What to produce:
Please give every entry again, exactly as it reads.

Extracted entries:
+++++

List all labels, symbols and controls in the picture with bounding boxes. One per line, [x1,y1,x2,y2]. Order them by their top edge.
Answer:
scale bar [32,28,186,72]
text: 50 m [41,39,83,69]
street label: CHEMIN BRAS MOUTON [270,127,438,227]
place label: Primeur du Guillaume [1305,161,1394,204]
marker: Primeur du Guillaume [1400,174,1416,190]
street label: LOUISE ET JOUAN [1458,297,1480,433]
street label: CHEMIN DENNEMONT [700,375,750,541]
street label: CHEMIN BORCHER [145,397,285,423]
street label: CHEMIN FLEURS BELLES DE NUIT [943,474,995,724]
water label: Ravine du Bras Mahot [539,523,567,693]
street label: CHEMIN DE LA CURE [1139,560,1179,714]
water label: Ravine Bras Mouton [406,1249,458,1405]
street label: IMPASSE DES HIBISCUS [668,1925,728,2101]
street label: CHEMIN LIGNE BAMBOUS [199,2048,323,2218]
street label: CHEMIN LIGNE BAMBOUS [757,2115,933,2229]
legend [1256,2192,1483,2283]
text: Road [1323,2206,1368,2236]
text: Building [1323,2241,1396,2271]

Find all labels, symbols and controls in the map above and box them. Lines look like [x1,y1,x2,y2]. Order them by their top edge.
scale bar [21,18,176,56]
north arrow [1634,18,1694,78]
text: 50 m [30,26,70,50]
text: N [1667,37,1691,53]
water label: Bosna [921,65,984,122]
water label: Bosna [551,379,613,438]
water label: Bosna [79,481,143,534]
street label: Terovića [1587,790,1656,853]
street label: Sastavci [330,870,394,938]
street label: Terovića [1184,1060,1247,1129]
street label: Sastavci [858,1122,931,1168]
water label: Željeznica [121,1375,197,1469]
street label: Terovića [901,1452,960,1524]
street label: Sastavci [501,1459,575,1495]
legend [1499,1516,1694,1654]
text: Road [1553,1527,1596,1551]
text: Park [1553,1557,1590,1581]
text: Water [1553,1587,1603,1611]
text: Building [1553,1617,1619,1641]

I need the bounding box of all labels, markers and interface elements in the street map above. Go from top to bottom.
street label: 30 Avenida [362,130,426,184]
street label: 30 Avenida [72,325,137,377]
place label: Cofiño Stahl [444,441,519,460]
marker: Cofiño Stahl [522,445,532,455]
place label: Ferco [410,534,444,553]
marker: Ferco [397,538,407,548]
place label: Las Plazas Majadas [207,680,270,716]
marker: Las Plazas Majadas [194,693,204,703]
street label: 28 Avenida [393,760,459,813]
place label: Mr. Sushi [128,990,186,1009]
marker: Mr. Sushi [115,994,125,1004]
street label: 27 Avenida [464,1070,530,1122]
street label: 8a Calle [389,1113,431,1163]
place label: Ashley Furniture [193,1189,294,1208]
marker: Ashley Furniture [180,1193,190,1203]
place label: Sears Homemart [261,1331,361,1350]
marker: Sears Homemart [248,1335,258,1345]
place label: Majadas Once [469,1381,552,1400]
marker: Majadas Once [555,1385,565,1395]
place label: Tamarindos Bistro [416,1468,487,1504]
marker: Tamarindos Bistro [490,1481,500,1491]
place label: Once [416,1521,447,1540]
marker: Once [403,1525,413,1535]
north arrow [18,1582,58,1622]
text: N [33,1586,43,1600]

+++++

Response to this task:
List all labels, symbols and controls in the picture with bounding boxes. One per line, [x1,y1,x2,y2]. Order them by their top edge.
Answer:
scale bar [32,28,186,72]
text: 50 m [41,39,83,69]
street label: CHEMIN BRAS MOUTON [270,127,438,227]
place label: Primeur du Guillaume [1305,161,1394,204]
marker: Primeur du Guillaume [1400,174,1416,190]
street label: LOUISE ET JOUAN [1458,297,1480,433]
street label: CHEMIN DENNEMONT [700,375,750,541]
street label: CHEMIN BORCHER [145,397,285,423]
street label: CHEMIN FLEURS BELLES DE NUIT [943,474,995,724]
water label: Ravine du Bras Mahot [539,523,567,693]
street label: CHEMIN DE LA CURE [1139,560,1179,714]
water label: Ravine Bras Mouton [406,1249,458,1405]
street label: IMPASSE DES HIBISCUS [668,1925,728,2101]
street label: CHEMIN LIGNE BAMBOUS [199,2048,323,2218]
street label: CHEMIN LIGNE BAMBOUS [757,2115,933,2229]
legend [1256,2192,1483,2283]
text: Road [1323,2206,1368,2236]
text: Building [1323,2241,1396,2271]

Find all labels, symbols and controls in the map above and box them. Lines look like [x1,y1,x2,y2]. Order them by their top edge.
scale bar [21,18,176,56]
north arrow [1634,18,1694,78]
text: 50 m [30,26,70,50]
text: N [1667,37,1691,53]
water label: Bosna [921,65,984,122]
water label: Bosna [551,379,613,438]
water label: Bosna [79,481,143,534]
street label: Terovića [1587,790,1656,853]
street label: Sastavci [330,870,394,938]
street label: Terovića [1184,1060,1247,1129]
street label: Sastavci [858,1122,931,1168]
water label: Željeznica [121,1375,197,1469]
street label: Terovića [901,1452,960,1524]
street label: Sastavci [501,1459,575,1495]
legend [1499,1516,1694,1654]
text: Road [1553,1527,1596,1551]
text: Park [1553,1557,1590,1581]
text: Water [1553,1587,1603,1611]
text: Building [1553,1617,1619,1641]

I need the bounding box of all labels, markers and interface elements in the street map above. Go from top to bottom.
street label: 30 Avenida [362,130,426,184]
street label: 30 Avenida [72,325,137,377]
place label: Cofiño Stahl [444,441,519,460]
marker: Cofiño Stahl [522,445,532,455]
place label: Ferco [410,534,444,553]
marker: Ferco [397,538,407,548]
place label: Las Plazas Majadas [207,680,270,716]
marker: Las Plazas Majadas [194,693,204,703]
street label: 28 Avenida [393,760,459,813]
place label: Mr. Sushi [128,990,186,1009]
marker: Mr. Sushi [115,994,125,1004]
street label: 27 Avenida [464,1070,530,1122]
street label: 8a Calle [389,1113,431,1163]
place label: Ashley Furniture [193,1189,294,1208]
marker: Ashley Furniture [180,1193,190,1203]
place label: Sears Homemart [261,1331,361,1350]
marker: Sears Homemart [248,1335,258,1345]
place label: Majadas Once [469,1381,552,1400]
marker: Majadas Once [555,1385,565,1395]
place label: Tamarindos Bistro [416,1468,487,1504]
marker: Tamarindos Bistro [490,1481,500,1491]
place label: Once [416,1521,447,1540]
marker: Once [403,1525,413,1535]
north arrow [18,1582,58,1622]
text: N [33,1586,43,1600]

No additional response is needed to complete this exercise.